# [WHAT YOU SHOULD DO]
Go over the data below and say how many lines hold the word "index". Only the number is needed.
[Opening GIVEN RECORDS section]
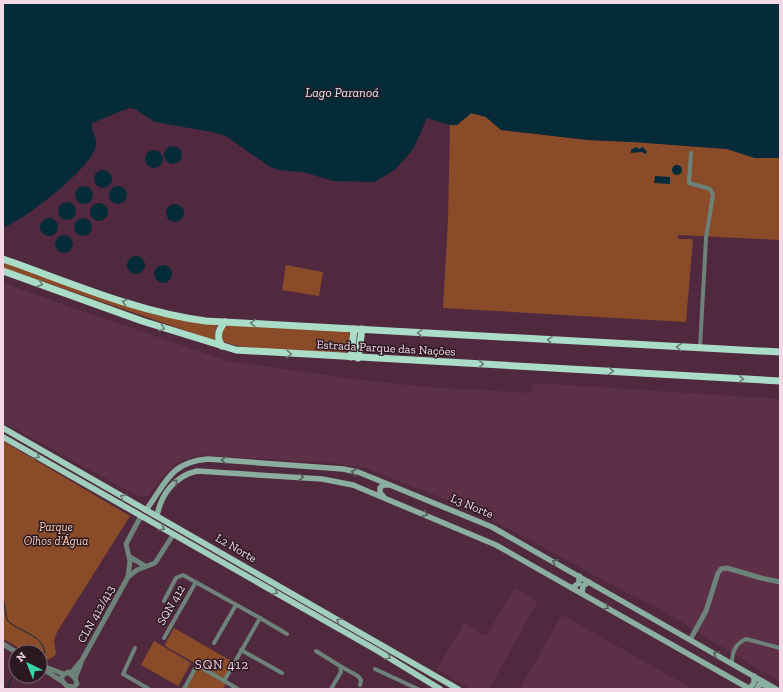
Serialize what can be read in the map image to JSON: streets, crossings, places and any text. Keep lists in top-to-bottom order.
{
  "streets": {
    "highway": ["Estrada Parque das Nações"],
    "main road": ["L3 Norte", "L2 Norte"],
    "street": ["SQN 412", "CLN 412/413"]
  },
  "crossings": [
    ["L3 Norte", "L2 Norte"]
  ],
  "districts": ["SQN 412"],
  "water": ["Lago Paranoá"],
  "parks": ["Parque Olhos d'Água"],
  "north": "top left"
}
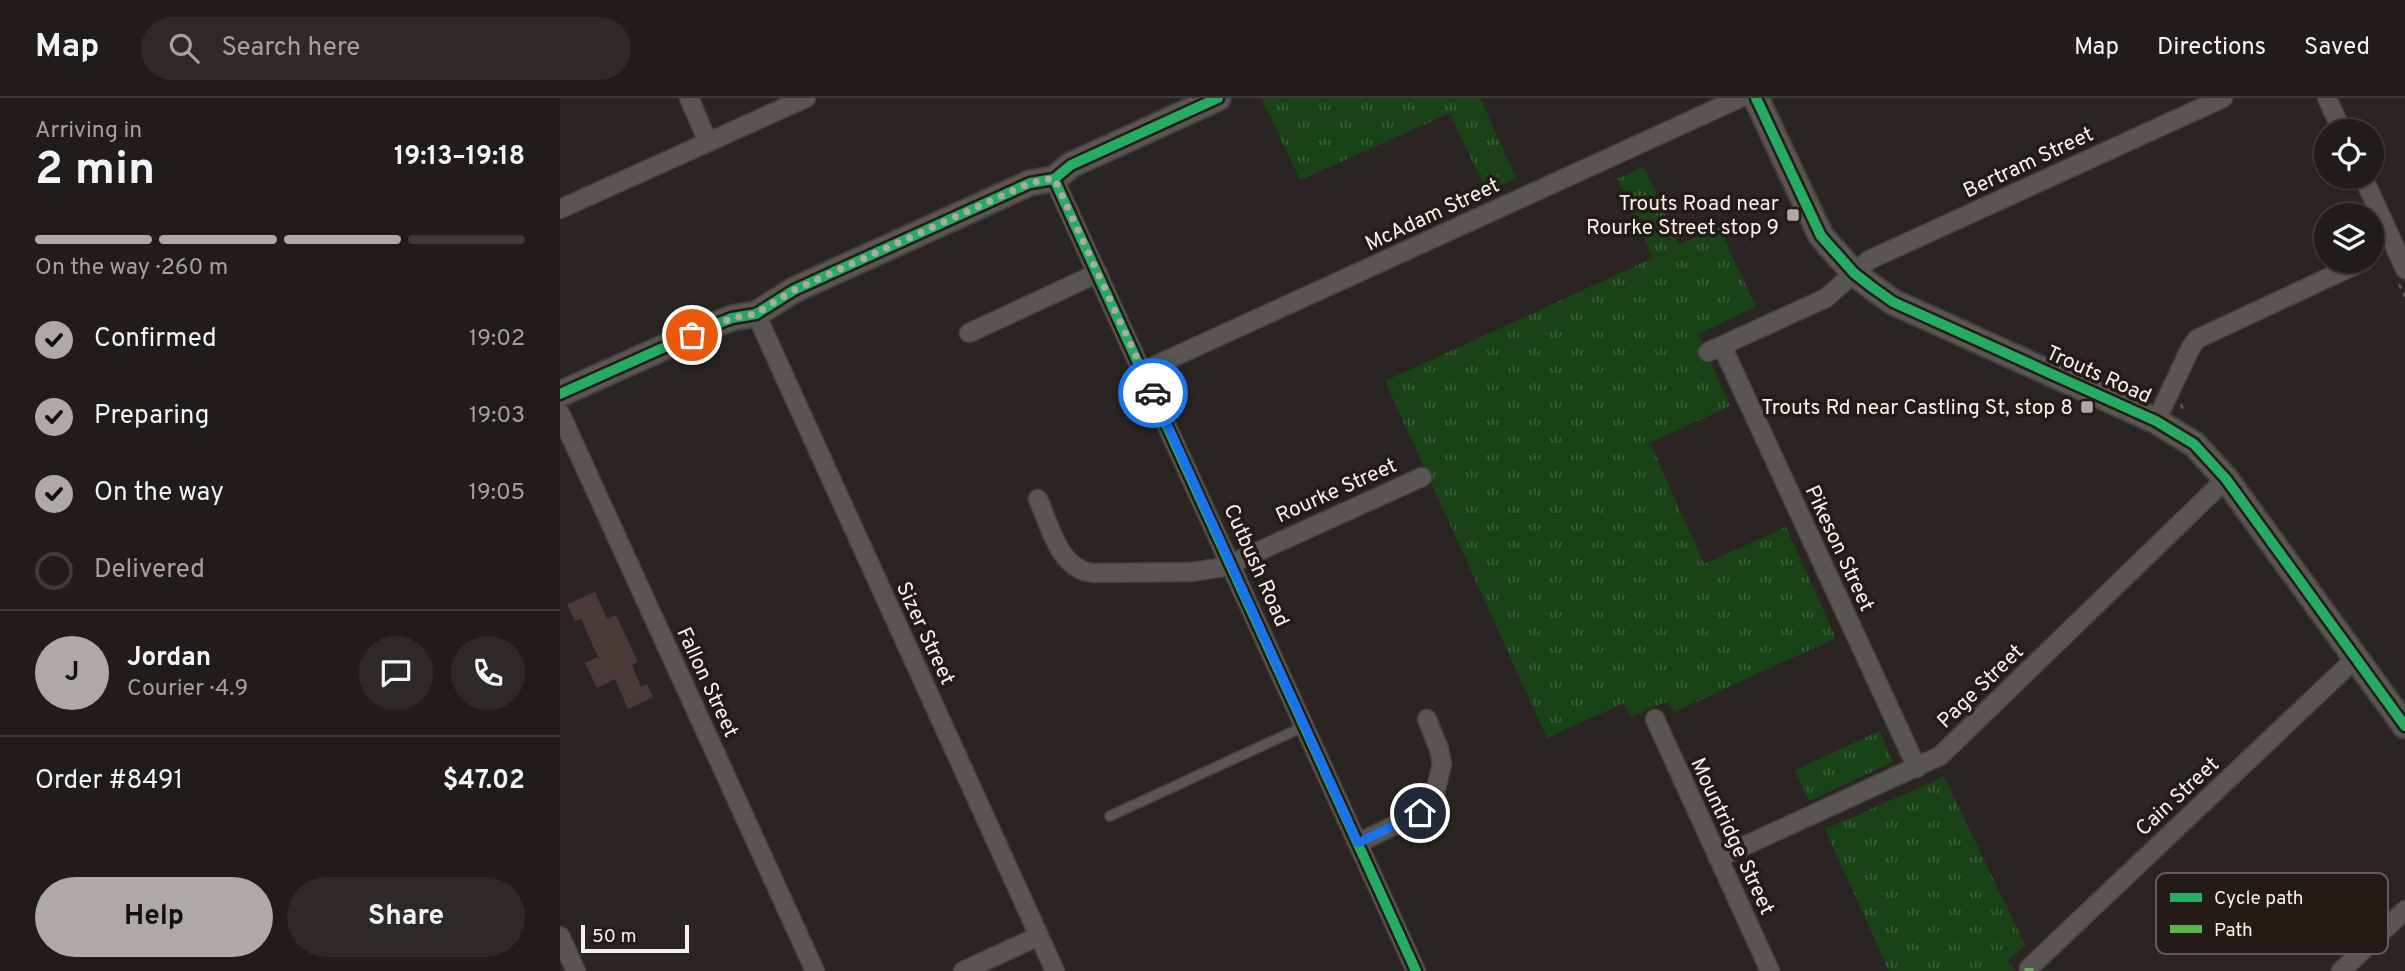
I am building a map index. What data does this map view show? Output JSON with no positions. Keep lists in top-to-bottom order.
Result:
[Closing GIVEN RECORDS section]
[Opening GIVEN RECORDS section]
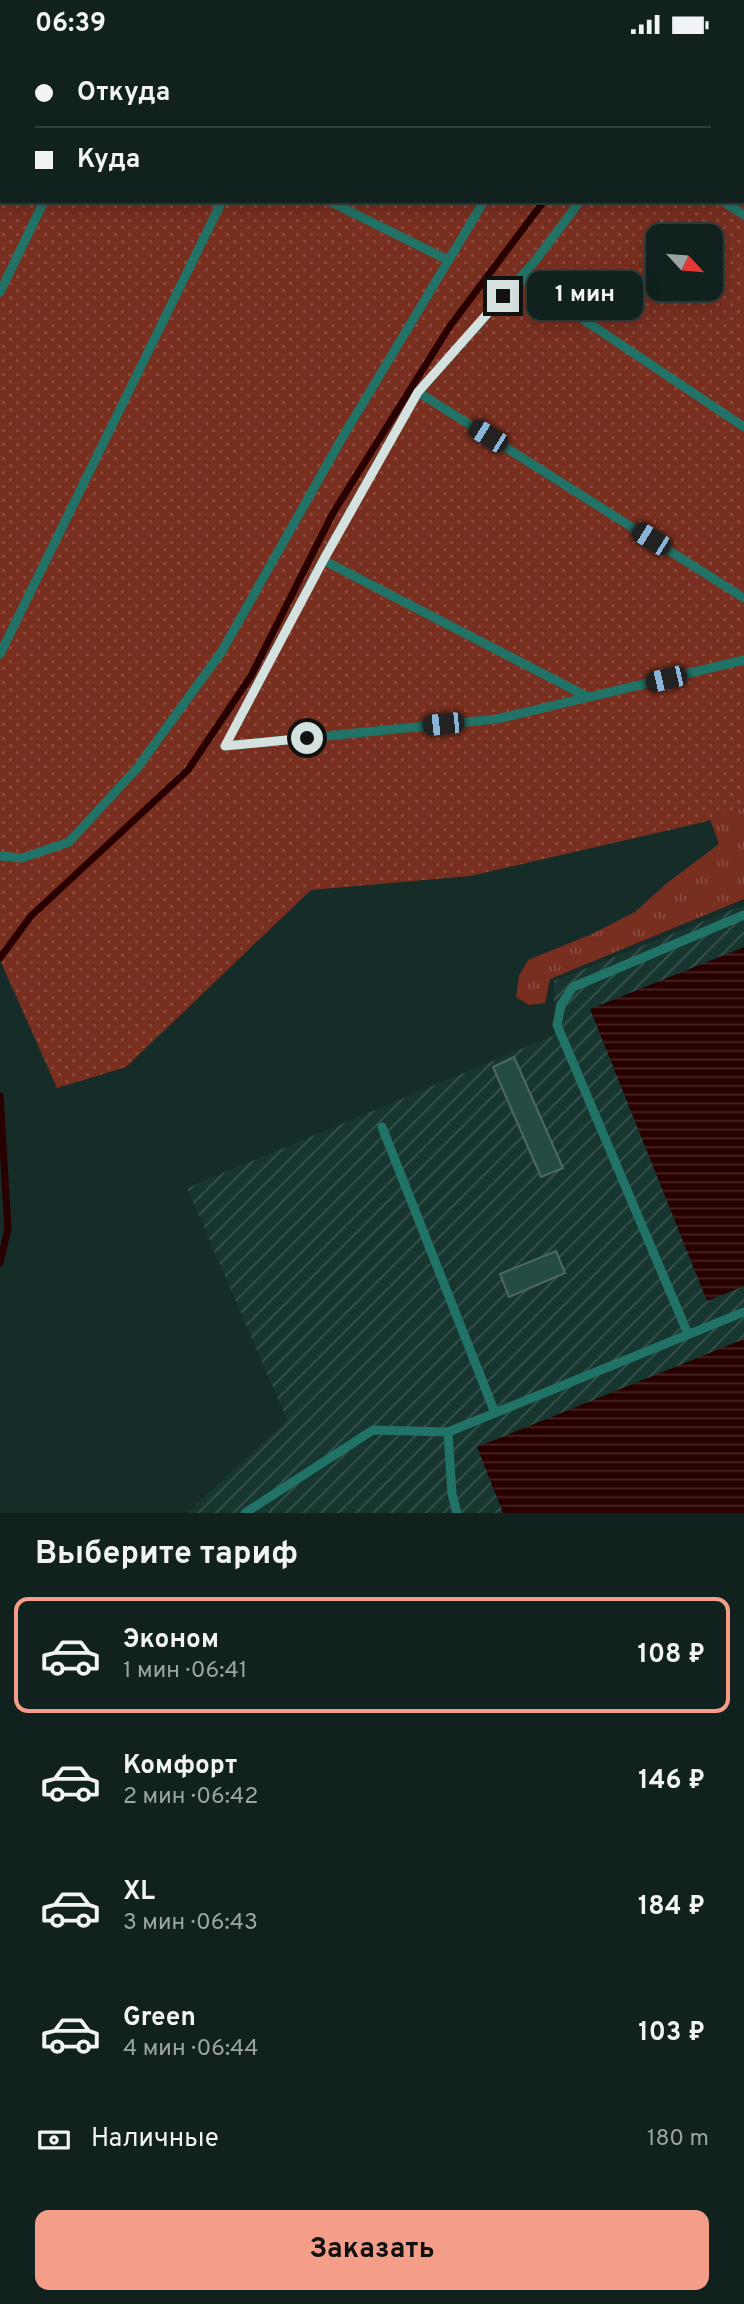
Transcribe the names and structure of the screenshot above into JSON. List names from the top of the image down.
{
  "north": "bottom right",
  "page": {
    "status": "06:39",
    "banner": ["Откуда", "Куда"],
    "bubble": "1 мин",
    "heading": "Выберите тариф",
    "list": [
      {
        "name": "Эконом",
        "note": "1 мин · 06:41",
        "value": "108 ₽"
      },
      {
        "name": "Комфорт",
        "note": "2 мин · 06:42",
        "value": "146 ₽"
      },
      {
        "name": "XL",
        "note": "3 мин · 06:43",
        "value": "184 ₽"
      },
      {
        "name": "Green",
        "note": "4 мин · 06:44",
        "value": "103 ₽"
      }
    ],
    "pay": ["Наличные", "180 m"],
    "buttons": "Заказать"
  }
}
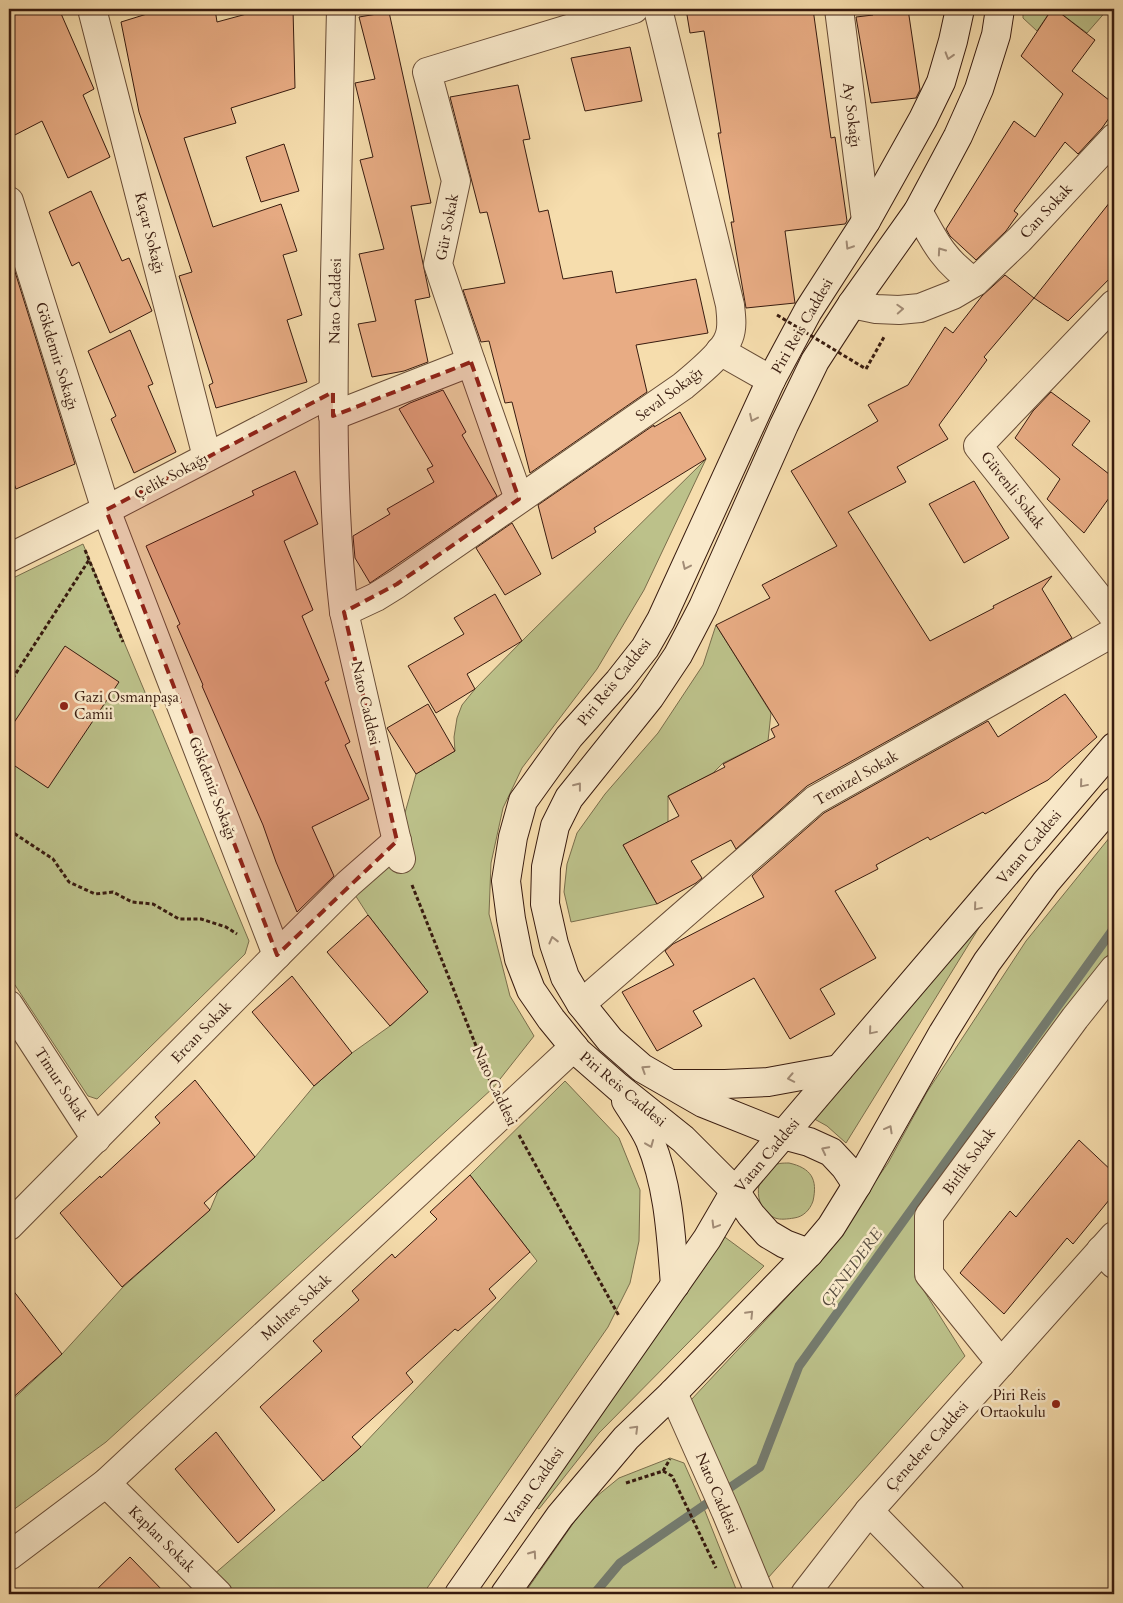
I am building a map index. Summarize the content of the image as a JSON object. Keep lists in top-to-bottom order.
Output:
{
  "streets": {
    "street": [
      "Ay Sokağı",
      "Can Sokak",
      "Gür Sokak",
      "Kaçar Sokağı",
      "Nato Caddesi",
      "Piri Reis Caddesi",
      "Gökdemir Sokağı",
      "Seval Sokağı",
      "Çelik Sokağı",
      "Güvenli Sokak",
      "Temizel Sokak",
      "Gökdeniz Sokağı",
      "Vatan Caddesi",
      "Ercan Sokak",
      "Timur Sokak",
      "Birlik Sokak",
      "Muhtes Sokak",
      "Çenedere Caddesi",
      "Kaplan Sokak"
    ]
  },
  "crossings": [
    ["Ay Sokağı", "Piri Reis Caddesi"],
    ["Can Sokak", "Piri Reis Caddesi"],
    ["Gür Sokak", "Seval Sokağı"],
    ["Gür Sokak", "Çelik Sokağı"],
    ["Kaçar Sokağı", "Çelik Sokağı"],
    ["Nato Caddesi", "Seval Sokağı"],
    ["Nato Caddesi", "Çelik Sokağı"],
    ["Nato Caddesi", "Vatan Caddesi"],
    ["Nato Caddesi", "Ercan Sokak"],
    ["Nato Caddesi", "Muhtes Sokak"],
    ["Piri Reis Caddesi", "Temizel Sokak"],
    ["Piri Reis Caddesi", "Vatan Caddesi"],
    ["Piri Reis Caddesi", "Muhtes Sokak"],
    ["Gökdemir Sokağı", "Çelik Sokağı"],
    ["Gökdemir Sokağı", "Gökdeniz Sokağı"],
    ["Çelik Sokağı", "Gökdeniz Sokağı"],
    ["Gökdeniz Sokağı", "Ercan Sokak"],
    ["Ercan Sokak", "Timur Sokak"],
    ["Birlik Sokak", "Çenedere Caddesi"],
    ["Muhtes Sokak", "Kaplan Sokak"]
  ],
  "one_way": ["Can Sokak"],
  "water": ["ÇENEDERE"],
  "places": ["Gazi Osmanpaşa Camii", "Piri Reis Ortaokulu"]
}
[Closing GIVEN RECORDS section]
[Opening GIVEN RECORDS section]
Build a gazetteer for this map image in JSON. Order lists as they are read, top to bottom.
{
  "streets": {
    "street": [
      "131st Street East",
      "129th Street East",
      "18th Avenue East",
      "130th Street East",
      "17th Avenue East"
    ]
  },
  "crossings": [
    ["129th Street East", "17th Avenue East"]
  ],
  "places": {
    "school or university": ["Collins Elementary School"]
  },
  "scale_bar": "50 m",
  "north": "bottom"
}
[Closing GIVEN RECORDS section]
# [OUTPUT BELOW]
2